The definition of convolution is known as the integral of the product of two functions $$(f*g)(t)\int_{-\infty}^{\infty} f(t -\tau)g(\tau)\,\mathrm d\tau$$
But what does the product of the functions give? Why are is it being integrated on negative infinity to infinity?
What is the physical significance of the convolution? (For eg. integration of a curve gives the area of the curve within the limit)
If $$f(t) = \sin(t) ;\ g(t) = \cos t$$ then their convolution is $$\frac12 t\sin(t).$$ What does this function have to do with the initial functions?
I have been newly introduced to this concept and had many questions
Thanks for the help.
This is best answered by examples.

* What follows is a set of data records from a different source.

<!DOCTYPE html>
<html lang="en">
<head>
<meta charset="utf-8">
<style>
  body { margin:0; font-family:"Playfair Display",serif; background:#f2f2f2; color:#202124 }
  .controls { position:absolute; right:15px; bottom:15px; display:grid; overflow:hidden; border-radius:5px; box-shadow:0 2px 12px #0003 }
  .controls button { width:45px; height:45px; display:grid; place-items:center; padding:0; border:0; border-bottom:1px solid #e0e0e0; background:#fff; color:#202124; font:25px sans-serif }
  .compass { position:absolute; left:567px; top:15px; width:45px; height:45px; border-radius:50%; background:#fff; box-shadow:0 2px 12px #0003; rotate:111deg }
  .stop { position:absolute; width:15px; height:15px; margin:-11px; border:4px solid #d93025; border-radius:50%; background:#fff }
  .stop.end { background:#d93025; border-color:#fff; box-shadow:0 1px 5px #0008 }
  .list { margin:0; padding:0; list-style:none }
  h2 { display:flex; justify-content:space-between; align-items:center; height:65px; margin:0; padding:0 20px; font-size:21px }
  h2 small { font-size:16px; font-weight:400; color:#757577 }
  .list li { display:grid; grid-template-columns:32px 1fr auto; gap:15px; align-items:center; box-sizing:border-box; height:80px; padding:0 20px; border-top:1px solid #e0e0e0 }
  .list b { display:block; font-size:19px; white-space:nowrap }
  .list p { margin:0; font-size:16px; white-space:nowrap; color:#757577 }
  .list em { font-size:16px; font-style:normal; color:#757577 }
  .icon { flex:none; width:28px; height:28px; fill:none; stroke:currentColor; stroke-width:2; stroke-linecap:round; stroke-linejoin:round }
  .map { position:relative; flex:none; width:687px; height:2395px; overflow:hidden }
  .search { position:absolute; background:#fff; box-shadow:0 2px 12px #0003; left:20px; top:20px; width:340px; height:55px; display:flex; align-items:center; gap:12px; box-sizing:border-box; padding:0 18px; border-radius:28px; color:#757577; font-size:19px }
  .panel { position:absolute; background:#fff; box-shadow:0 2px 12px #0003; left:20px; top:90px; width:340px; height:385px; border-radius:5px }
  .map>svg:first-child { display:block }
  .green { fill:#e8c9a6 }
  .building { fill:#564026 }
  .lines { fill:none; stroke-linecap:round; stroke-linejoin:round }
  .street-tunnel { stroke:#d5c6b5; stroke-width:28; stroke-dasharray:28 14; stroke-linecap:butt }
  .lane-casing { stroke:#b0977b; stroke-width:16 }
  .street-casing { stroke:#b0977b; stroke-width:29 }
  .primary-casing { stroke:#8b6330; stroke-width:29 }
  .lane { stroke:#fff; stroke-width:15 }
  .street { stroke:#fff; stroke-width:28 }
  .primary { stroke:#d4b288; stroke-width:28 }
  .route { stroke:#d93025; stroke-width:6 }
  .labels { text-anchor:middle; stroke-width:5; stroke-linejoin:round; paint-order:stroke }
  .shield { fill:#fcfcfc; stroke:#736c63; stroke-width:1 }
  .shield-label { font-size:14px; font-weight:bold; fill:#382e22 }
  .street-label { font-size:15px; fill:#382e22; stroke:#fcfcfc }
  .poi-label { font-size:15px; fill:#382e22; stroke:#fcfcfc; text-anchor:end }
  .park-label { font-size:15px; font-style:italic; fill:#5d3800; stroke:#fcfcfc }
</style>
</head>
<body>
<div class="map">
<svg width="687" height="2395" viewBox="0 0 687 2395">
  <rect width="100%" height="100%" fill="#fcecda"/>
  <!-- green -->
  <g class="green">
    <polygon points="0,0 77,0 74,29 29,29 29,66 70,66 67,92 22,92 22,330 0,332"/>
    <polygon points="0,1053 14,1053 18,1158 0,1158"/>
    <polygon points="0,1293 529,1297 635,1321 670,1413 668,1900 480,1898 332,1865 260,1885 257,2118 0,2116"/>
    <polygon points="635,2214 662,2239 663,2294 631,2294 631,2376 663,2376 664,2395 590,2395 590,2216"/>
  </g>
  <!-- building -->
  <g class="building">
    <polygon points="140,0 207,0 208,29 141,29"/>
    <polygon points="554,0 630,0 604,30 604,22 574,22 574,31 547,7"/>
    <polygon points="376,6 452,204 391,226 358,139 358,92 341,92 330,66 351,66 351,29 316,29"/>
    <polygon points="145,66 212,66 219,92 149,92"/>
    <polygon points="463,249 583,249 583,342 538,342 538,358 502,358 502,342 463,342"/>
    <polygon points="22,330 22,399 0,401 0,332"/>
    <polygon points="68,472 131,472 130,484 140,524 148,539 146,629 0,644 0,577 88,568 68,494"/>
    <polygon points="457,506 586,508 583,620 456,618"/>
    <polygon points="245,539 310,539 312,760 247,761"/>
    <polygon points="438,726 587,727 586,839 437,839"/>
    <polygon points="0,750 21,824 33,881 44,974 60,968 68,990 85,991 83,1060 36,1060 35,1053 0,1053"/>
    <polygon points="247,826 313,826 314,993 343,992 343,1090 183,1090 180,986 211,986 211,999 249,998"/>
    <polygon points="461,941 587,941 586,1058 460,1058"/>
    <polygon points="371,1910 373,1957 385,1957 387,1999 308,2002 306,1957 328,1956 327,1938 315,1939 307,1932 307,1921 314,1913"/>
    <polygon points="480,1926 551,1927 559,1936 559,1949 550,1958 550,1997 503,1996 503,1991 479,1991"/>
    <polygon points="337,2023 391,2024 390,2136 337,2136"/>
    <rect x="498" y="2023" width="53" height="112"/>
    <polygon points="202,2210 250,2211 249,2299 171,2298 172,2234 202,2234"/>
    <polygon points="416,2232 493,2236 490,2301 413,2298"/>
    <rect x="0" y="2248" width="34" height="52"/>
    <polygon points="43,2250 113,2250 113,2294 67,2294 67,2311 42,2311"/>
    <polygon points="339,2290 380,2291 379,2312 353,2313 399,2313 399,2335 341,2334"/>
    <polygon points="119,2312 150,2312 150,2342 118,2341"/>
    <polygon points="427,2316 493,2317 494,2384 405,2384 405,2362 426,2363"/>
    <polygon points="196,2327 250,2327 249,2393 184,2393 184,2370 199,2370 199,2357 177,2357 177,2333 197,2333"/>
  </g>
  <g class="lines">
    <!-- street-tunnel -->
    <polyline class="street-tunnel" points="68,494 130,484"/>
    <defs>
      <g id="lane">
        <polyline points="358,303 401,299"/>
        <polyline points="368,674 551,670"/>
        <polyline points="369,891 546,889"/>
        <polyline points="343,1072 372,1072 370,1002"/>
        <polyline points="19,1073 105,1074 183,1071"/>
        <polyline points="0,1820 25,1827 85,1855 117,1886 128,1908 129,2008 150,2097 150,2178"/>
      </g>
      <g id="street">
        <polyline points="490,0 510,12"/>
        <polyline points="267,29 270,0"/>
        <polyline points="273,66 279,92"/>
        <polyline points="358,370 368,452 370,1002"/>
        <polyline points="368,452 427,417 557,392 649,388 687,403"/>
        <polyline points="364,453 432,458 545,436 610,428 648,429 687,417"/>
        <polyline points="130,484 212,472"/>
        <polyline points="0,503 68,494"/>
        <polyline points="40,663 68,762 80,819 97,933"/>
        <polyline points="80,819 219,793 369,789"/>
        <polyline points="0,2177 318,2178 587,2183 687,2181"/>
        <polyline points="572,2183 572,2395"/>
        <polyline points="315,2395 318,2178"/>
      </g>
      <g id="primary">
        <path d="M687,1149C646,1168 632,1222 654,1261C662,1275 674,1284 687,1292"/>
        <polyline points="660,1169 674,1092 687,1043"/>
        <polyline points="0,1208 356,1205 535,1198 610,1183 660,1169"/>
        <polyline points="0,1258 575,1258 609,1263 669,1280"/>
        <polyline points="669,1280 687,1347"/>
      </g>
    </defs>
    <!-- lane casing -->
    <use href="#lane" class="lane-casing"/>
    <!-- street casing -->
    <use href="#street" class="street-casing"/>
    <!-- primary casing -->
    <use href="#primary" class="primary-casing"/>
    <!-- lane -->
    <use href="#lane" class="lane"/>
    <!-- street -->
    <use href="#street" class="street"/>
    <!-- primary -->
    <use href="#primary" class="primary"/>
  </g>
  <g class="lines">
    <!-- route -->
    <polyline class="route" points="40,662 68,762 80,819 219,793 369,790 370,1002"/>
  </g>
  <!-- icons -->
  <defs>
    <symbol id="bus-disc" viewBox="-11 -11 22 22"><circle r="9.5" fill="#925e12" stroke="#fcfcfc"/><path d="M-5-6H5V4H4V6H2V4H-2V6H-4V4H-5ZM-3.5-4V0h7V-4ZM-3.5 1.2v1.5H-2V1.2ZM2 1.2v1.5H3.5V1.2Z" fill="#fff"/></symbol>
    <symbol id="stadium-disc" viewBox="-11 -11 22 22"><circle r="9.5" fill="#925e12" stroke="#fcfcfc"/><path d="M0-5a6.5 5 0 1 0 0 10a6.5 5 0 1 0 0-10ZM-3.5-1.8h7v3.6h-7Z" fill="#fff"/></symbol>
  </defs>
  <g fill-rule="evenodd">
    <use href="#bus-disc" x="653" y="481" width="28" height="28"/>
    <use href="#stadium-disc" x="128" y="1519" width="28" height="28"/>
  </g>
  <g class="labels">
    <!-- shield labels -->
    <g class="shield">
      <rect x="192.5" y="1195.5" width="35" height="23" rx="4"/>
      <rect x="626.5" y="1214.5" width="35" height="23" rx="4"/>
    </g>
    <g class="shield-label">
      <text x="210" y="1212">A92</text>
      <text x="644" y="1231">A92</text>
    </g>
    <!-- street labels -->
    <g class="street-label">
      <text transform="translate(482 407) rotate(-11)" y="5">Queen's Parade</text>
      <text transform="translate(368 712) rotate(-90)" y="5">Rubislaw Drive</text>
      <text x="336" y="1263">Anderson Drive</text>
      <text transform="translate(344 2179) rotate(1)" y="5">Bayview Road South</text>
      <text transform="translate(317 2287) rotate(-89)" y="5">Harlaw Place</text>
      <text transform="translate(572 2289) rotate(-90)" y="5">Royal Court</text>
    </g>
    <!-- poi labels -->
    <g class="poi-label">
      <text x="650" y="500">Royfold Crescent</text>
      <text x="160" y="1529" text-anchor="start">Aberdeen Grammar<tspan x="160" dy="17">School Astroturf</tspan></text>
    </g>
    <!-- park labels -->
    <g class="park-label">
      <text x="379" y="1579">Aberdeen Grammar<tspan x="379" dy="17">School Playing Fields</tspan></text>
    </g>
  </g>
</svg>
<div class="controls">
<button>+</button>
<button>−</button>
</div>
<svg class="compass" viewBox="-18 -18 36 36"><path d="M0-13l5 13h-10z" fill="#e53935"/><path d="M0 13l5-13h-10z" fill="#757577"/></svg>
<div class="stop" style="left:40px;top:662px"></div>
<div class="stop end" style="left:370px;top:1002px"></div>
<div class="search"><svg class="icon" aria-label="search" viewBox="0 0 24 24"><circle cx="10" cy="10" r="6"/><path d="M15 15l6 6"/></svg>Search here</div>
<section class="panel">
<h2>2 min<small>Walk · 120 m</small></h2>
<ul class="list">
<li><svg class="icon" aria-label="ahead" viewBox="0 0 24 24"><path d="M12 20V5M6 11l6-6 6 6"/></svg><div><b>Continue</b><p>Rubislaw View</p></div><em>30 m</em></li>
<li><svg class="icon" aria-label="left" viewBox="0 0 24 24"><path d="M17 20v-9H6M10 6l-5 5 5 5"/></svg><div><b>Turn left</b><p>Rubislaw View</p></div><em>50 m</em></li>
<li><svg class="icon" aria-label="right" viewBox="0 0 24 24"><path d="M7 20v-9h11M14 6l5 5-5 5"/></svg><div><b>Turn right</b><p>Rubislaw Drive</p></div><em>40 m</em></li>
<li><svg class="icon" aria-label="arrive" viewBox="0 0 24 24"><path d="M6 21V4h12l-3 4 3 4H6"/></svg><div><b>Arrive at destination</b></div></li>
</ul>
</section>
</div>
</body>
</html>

If $g(x)=\begin{cases}\frac1a&\text{if $0\le x\le a$}\\0&\text{otherwise}\end{cases}$. then $$(f*g)(t)=\int_{-\infty}^\infty f(t-\tau)g(\tau)\,\mathrm d\tau=\frac1a\int_0^af(t-\tau)\,\mathrm d\tau$$ that is, folding any (integrable) $f$ with this $g$ replaces $f$ with its average over the preceeding interval of length $a$ at each point. Most applications are with "such" functions $g$, i.e., they have compact support (which allows you to replace $\int_{-\infty}^\infty$ with an integral with finite bounds); and the integral of $g$ is $1$ (so that calling the result averaging is justified; if $f$ is constant, this guarantees $f*g=f$). However, usually in such applications $g$ is chosen smooth, which results in $f*g$ being smooth even if $f$ is not (so $f*g$ is a much friendlier approximation of $f$).
Also very importantly, if you learn Fourier analysis, you will learn that the pointwise product of two functions corresponds to folding theri Fourier transforms and vice versa. There is a similar effect in the theory of polynomials: If $f(X)=\sum_{k\ge 0} a_k X^k$ and $g(X)=\sum_{k\ge 0} b_k X^k$ are polynomials, then their product is a polynomial $h(X)=\sum c_k X^k$, and howo do you compute its coefficients? By folding: $$c_k=\sum_{i+j=k}a_ib_j=\sum_{j\in\mathbb Z}a_{k-j}b_j.$$ I assume you notice the correspondence with function folding, and here too the sum over $j\in\mathbb Z$ is in fact finite because we actually need only consider $0\le j\le\min\{\deg f,\deg g\}$.